Investor Kyle Bass said Wednesday that China’s liquid foreign reserves are “already below a critical level,” intensifying a debate over China’s ability to keep its currency from falling.
Mr. Bass, whose Hayman Capital Management LP has a multibillion-dollar bet that the yuan and Hong Kong dollar will fall, told clients in a letter that his firm estimates that China’s liquid foreign reserves are $2.2 trillion at most. That compares with the $3.23 trillion reported by the People’s Bank of China, the central bank, for the end of January.
The comments from the Dallas hedge-fund manager highlight mounting investor unease about the degree to which the official Chinese number reflects reserves the nation can quickly use to prop up the value of its currency.
Market sentiment about China has turned sharply negative in recent months amid a torrent of capital outflows from the world’s most populous nation. Investors fear that development presages a sharp devaluation of the yuan that could threaten to intensify the currency wars encircling the globe and send a wave of deflation that would further enfeeble economic growth. China devalued the yuan in August, but officials have said they would like to maintain it at a stable level.
China hasn’t fully disclosed the composition of its foreign reserves, making it a contentious point between bulls and bears. Official data showed that China’s foreign reserves had dropped 19% from its peak in mid-2014. But questions have been raised as to what comprises the reserves and how quickly China can liquidate the assets, if needed, to meet the demand for foreign currencies.

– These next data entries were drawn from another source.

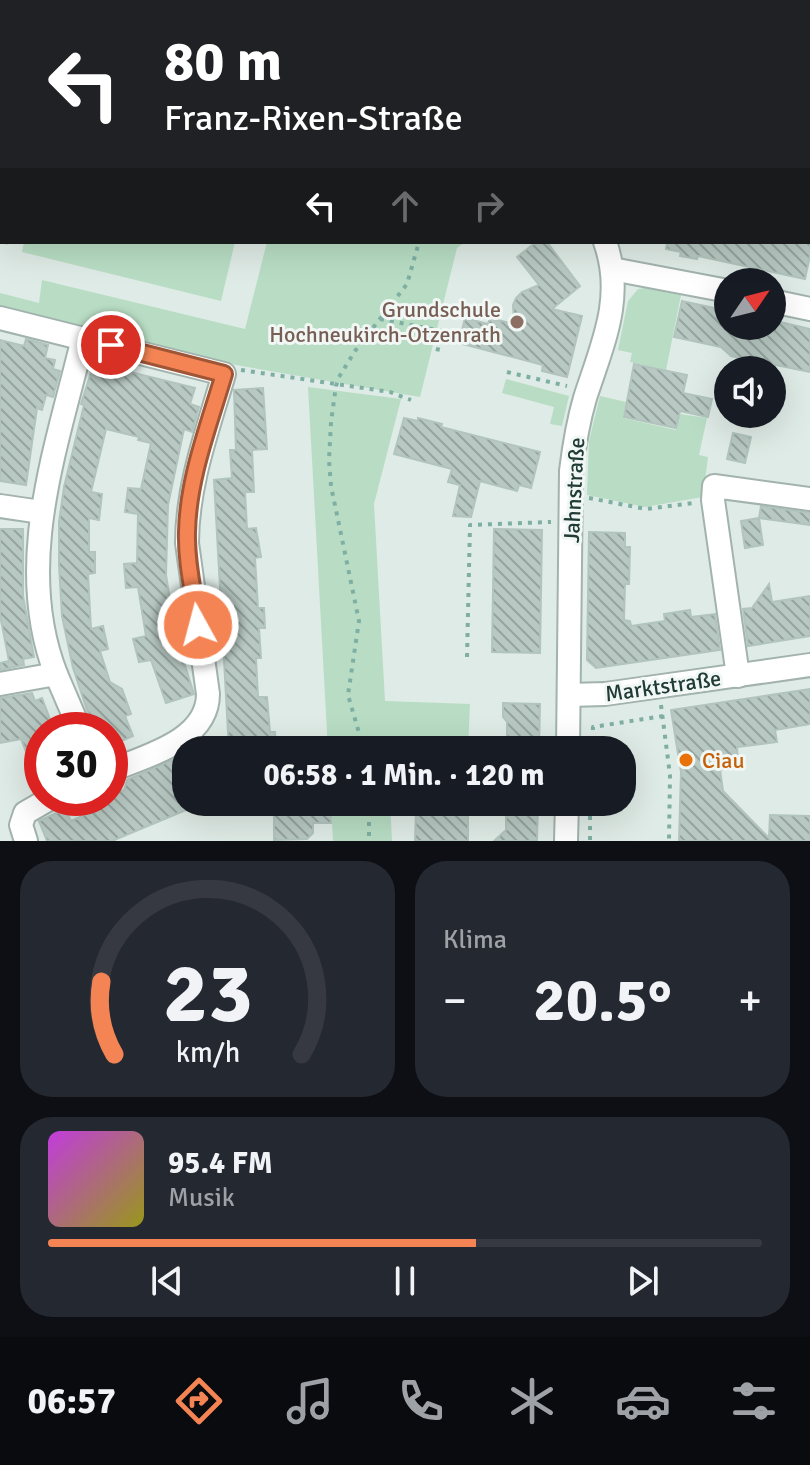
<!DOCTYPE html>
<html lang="de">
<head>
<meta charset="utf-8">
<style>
  :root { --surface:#171b24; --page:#242831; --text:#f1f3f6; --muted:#9ea1a6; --line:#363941; --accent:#f48454 }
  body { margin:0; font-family:Signika,sans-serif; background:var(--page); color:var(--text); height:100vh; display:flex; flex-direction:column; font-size:30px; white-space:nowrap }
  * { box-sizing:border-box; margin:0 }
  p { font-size:26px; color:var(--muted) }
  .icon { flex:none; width:44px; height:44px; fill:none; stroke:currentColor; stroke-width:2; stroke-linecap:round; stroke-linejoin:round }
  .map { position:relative; height:841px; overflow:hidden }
  .drawer { display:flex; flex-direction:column; gap:20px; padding:20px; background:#0d0f14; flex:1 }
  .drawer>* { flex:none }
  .guide { position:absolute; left:0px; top:0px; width:810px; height:244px; box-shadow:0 8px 32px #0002; background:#202124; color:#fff; overflow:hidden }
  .needle { width:52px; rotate:55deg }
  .buttons { position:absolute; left:714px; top:268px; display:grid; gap:16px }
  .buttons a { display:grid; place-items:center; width:72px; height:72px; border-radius:50%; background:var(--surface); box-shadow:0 8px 32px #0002; font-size:40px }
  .speed { position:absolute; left:24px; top:712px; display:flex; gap:16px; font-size:40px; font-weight:700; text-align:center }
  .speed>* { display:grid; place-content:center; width:104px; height:104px; border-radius:50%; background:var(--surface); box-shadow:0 8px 32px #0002; line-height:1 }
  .speed .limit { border:12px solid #d22; background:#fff; color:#111 }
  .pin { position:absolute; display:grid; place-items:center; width:68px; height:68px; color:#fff; margin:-34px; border:4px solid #fff; border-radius:50%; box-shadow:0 2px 8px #0007 }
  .me { position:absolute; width:88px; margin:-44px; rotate:353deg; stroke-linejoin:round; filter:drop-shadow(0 0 6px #0008) }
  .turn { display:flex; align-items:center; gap:28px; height:168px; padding:0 32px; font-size:36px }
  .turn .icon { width:104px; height:104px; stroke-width:2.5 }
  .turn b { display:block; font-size:56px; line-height:68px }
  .lanes { display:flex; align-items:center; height:76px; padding:0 32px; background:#0003; justify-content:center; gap:40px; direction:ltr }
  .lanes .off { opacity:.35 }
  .big { font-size:60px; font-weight:700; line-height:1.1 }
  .drawer .widget { flex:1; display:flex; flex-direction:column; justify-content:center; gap:12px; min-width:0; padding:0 28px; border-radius:32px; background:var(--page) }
  .drawer .dial { align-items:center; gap:0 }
  .dial svg { height:208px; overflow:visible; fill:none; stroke:var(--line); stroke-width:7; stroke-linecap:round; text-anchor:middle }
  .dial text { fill:var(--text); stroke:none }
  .song { display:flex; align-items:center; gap:24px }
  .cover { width:96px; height:96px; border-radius:12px; background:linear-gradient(135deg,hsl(290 70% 55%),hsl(60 70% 35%)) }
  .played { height:8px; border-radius:4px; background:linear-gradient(90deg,var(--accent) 60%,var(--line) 60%) }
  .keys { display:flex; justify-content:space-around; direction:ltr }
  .heat { display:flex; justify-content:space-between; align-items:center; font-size:44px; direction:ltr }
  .drawer .tiles { flex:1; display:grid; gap:20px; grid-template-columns:1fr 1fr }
  .widget:last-child { grid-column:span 2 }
  .trip { position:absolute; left:172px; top:736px; width:464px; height:80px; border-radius:32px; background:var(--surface); box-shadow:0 8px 32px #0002; font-weight:700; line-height:80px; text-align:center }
  .dock { display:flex; height:128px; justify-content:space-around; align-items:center; background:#090b0e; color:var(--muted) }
  .dock .icon { width:56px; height:56px }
  .dock .selected { color:var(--accent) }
  .dock b { font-size:36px; color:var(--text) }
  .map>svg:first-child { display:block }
</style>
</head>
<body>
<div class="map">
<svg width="810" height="841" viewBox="0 0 810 841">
  <defs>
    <pattern id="building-back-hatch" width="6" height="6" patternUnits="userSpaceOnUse" patternTransform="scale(2)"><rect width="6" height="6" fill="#b8c8c2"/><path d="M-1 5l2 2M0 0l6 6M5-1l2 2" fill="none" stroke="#95a49e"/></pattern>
  </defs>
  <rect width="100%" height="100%" fill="#dfebe6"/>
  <g fill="#b8ddc4">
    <polygon points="0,0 68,0 2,2 2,242 9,242 8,245 0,243"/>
    <polygon points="24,242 235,242 221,301 22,252"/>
    <polygon points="267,242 465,242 457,248 420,397 236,365 0,308 0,293 39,303 42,280 245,329"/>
    <polygon points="646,288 681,295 666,370 630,362 632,353 618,350 628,301 638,289"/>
    <polygon points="506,379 569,396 562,426 550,424 554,407 502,393"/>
    <polygon points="308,387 401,399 374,504 385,701 470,704 468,750 328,750"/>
    <polygon points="600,396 626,402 623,418 676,430 680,414 707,418 699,455 708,457 703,497 645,507 587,495 589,441"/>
    <polygon points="331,802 390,802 392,841 333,841"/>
  </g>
  <g fill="url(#building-back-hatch)" stroke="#b2c4be" stroke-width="2">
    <polygon points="536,242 547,242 580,286 552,309 582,316 567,377 542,371 543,365 459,343 465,318 488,324 490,318 514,324 513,305 516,298 522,292 539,285 517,257"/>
    <polygon points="667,242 810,242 810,255 805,279 698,256 697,259 680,256 681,252 666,249"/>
    <polygon points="682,301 728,311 728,326 772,326 772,320 810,329 810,372 731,356 721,347 674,337"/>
    <polygon points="26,339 48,345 45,358 55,360 53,369 60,371 53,397 46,395 42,410 37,408 26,485 0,481 0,340 24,346"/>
    <polygon points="94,363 195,388 190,404 199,407 192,432 184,429 168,505 166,575 176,637 194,694 166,703 151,660 139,662 133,639 146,636 138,587 126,588 124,564 137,563 138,514 125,512 128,488 141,489 151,443 138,440 139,437 106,429 91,492 102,494 99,520 89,518 89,552 95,552 95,573 88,574 91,629 103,626 108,649 100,651 110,682 122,689 131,714 125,716 133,736 110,746 110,730 95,730 93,728 73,668 62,616 59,565 59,522 64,487 84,405 81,404"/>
    <polygon points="634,364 687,375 683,393 712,399 708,417 680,411 676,428 624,417"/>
    <polygon points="263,388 267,449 252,450 254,492 245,492 247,529 256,528 261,557 255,558 258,608 264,608 265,628 259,628 261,658 256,658 258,697 267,697 270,732 275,732 276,750 229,750 214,480 232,478 230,450 236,450 234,390"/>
    <polygon points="404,418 418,421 418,418 442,424 441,427 540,452 531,488 519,485 517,491 480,481 471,517 453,516 460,485 448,482 452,469 394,454"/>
    <polygon points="733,433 751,437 745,463 727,459"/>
    <polygon points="761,506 810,513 810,525 759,518"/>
    <polygon points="759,518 763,545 745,548 741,521"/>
    <polygon points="0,529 23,529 23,596 34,657 23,659 24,665 0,670 0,663 9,661 0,615"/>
    <polygon points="494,529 542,530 540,653 492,652"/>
    <polygon points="589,532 625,533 625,547 630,547 629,584 625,584 624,620 630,621 631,626 665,621 664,614 690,610 691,617 715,614 720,650 596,668 587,660"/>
    <polygon points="769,584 772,602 810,596 810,636 748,646 743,609 752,608"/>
    <polygon points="810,689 810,724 775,730 777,742 737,747 738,759 728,760 729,769 720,770 723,791 769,838 770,815 810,816 810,841 679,841 681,772 671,710"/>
    <polygon points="32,693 35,701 42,698 54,730 42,730 42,787 40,788 21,739 0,743 0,698"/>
    <polygon points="503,703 540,704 539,750 507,750 507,722 503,717"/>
    <polygon points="186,754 186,810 112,841 47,841 39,821 65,809 71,821 100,808 95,798 110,798 110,786 124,791 127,780"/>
    <polygon points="330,802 331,823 313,823 313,833 307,839 274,840 274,805"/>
    <polygon points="468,802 468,841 415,841 416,810 429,810 434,815 454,815"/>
    <polygon points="506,802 538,802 537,841 494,841 506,830"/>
  </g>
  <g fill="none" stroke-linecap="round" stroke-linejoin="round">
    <defs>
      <polyline id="service" points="288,2 288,0"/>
      <g id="minor">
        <polyline points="430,0 432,2"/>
        <polyline points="782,2 783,0"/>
        <polyline points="808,32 810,33"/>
        <polyline points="612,269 728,291"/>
        <polyline points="772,301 810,309"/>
        <path d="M0 318 224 374C208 429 187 485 187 543L208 694C208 741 145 756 110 771"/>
        <polyline points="0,506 41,512"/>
        <path d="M56 674C13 564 57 447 83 338"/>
        <polyline points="738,676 713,500 714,486 810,499"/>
        <polyline points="0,684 56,674 80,730"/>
        <polyline points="569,695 605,694 810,665"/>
        <path d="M568 750 571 471C574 446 578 422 585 398 602 345 625 298 605 242"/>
        <polyline points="26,841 21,825 25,813 51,798"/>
        <polyline points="566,841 567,802"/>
      </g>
    </defs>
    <use href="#service" stroke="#a2b3ad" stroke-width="15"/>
    <use href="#minor" stroke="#a2b3ad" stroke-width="26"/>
    <g stroke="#7fafa3" stroke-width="4" stroke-dasharray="4 6" stroke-linecap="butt">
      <polyline points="808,167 810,167"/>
      <polyline points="380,319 442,331 437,353"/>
      <polyline points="241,370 390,392 411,400"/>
      <polyline points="507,372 567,386"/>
      <polyline points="589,498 646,509 694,503"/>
      <polyline points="467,657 470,525 551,522"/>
      <polyline points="661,705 670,775 669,841"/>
      <polyline points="364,750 348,695 359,621 331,486 329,460 331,422 336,386 339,377 355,351 407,284 419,242"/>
      <polyline points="592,750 593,727 663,716"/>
      <polyline points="369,802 369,841"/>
      <polyline points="590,816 590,841"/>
    </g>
    <use href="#service" stroke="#fff" stroke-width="11"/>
    <use href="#minor" stroke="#fff" stroke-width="22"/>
  </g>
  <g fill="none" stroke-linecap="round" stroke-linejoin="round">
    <defs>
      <path id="route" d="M111 345 224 374C209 425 188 478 187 532 186 563 194 594 198 625"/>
    </defs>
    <use href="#route" stroke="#9f5637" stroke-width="20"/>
    <use href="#route" stroke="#f48454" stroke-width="14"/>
  </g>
  <circle fill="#8d6e63" stroke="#f0f7f4" stroke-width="3" cx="517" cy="322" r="8"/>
  <circle fill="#e8710a" stroke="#f0f7f4" stroke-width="3" cx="686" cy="760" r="8"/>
  <g text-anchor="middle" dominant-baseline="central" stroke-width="6" stroke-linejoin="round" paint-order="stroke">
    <g font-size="22" fill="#785e54" stroke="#f0f7f4" text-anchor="end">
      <text x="501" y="309">Grundschule<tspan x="501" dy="25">Hochneukirch-Otzenrath</tspan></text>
    </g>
    <g font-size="22" fill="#203b35" stroke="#f0f7f4">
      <text transform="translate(574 490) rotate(-87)">Jahnstraße</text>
      <text transform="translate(663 686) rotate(-8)">Marktstraße</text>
    </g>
    <g font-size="22" fill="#c56008" stroke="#f0f7f4" text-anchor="start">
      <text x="702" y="760">Ciau</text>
    </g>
  </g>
</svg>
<div class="buttons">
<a><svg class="needle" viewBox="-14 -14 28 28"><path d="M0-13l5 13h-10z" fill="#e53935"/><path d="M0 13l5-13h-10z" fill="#9ea1a6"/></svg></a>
<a><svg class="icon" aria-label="sound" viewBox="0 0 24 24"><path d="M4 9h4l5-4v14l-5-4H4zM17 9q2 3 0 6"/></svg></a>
</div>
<div class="speed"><div class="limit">30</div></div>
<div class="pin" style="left:111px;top:345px;background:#d93025"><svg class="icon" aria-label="arrive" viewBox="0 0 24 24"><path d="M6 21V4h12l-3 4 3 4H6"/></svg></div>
<svg class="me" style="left:198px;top:625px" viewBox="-20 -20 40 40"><circle r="17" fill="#f48454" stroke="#fff" stroke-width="3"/><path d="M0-11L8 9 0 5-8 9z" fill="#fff"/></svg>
<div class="trip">06:58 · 1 Min. · 120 m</div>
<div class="guide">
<div class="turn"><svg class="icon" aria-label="left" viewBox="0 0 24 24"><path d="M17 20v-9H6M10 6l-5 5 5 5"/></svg><div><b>80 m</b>Franz-Rixen-Straße</div></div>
<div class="lanes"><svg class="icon" aria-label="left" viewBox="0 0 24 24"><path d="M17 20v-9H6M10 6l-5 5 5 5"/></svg><svg class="icon off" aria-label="ahead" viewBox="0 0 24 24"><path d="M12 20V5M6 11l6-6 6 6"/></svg><svg class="icon off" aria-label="right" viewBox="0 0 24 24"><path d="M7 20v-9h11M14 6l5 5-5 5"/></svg></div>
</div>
</div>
<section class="drawer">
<div class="tiles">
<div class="widget dial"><svg viewBox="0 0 100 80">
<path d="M14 69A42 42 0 1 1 86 69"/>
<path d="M14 69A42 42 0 0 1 9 41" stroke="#f48454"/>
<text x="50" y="56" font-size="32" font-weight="700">23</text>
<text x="50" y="72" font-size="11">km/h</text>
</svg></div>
<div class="widget"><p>Klima</p>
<div class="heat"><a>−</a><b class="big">20.5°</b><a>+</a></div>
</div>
<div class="widget">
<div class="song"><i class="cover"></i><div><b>95.4 FM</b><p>Musik</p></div></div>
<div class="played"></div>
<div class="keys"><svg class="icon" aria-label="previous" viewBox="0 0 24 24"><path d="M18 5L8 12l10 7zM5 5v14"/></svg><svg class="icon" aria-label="pause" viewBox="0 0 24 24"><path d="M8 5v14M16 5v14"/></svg><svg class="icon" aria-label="next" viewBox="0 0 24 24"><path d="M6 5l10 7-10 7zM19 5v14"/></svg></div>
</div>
</div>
</section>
<nav class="dock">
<b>06:57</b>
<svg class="icon selected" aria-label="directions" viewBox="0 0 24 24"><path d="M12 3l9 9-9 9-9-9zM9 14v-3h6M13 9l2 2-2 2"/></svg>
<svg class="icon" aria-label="music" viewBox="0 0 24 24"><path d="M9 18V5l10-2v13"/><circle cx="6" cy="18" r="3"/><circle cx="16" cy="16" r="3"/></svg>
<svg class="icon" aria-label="phone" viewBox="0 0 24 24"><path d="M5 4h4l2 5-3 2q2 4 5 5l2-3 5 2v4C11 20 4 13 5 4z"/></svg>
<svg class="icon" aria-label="climate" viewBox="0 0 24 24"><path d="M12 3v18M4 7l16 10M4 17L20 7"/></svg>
<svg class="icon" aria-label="car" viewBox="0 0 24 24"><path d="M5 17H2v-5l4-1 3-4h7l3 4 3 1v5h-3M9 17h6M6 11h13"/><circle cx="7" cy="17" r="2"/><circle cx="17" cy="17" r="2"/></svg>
<svg class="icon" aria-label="filters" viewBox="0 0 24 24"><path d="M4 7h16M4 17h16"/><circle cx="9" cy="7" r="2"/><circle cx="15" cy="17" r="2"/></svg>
</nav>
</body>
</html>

“The view that China has years of reserves to burn through is misinformed,” Mr. Bass wrote. “China’s back is completely up against the wall today, which is one of the primary reasons why the government is hypersensitive to any comments regarding its reserve levels or a hard landing.”Mr. Bass said in his letter that some of China’s reserves already are tied up in institutions such as policy banks and one of its sovereign-wealth funds.
Last month, a spokeswoman of the State Administration of Foreign Exchange said China has ample foreign-exchange reserves as measured by the absolute amount and against other adequacy ratios such as imports and external debt.
“It’s a robust foundation for the country to withstand any external shocks,” said Wang Chunying, the spokeswoman.
China’s reserve holdings include U.S. securities—government bonds, agency debt and stocks—that totaled $1.76 trillion as of last October. China also held about $100 billion in bonds in Japan and $60 billion in German securities, according to Goldman Sachs GroupInc.
Beyond that it isn’t clear whether China’s total includes capital injected into China’s policy banks, foreign-currency loans to other countries and its commitments for multilateral initiatives, such as the Asian Infrastructure Investment Bank.
It also isn’t known whether China’s sovereign-wealth fund, China Investment Corp., is counted. In 2007, China’s Finance Ministry issued 1.55 trillion yuan in specialty treasury bonds and used the proceeds to purchase $200 billion in foreign-exchange reserves, which was injected into CIC. Though the initial capital infusion came from a reduction in the reported reserves at the time, it is unclear whether any of the subsequent injections were taken from the same source. Total assets at CIC were at $652.7 billion as of 2014, according to the company.
The letter from Mr. Bass marks the latest effort by hedge funds and other investors to raise doubts about the underlying health of the Chinese economy, which has slowed sharply in recent years amid a global commodity bust, and whether officials in China will be able to avoid devaluing their currency, the yuan.
The 11-page letter, Mr. Bass’s first to his investors in more than two years, contains some of his most-detailed comments yet on the thinking behind his fund’s China short. Hayman, starting last year, sold off the bulk of its investments in stocks, commodities and bonds to focus on shorting Asian currencies in the biggest concentrated wager it has made since its profitable bet years ago against the U.S. housing market, The Wall Street Journal reported last month.
Hayman began repositioning its portfolio after studying China’s banking system and being stunned at its rapid expansion of debt. The firm’s analysis suggested that past-due loans would rise sharply and eventually require a huge injection by the central government to recapitalize the banks.
In the letter, Mr. Bass wrote that the assets in China’s banking system are equivalent to 340% of the country’s gross domestic product and that the PBOC would need to print more than $10 trillion worth of yuan to recapitalize its banks. The magnitude of losses by China’s banking system “could exceed 400% of the U.S. banking losses incurred during the subprime crisis,” he wrote.
China has several levers to pull, including cutting interest rates to zero and using reserves to recapitalize its banks, the letter said, but “ultimately a large devaluation will be a centerpiece of the response.”
Other investors say they are more focused on the speed of reserve drainage. “The number we’d look at is more the pace than the absolute level. If we have many more months of $100 billion-plus outflows, that starts to become worrying,” said Maziar Minovi, a managing director at Goldman Sachs.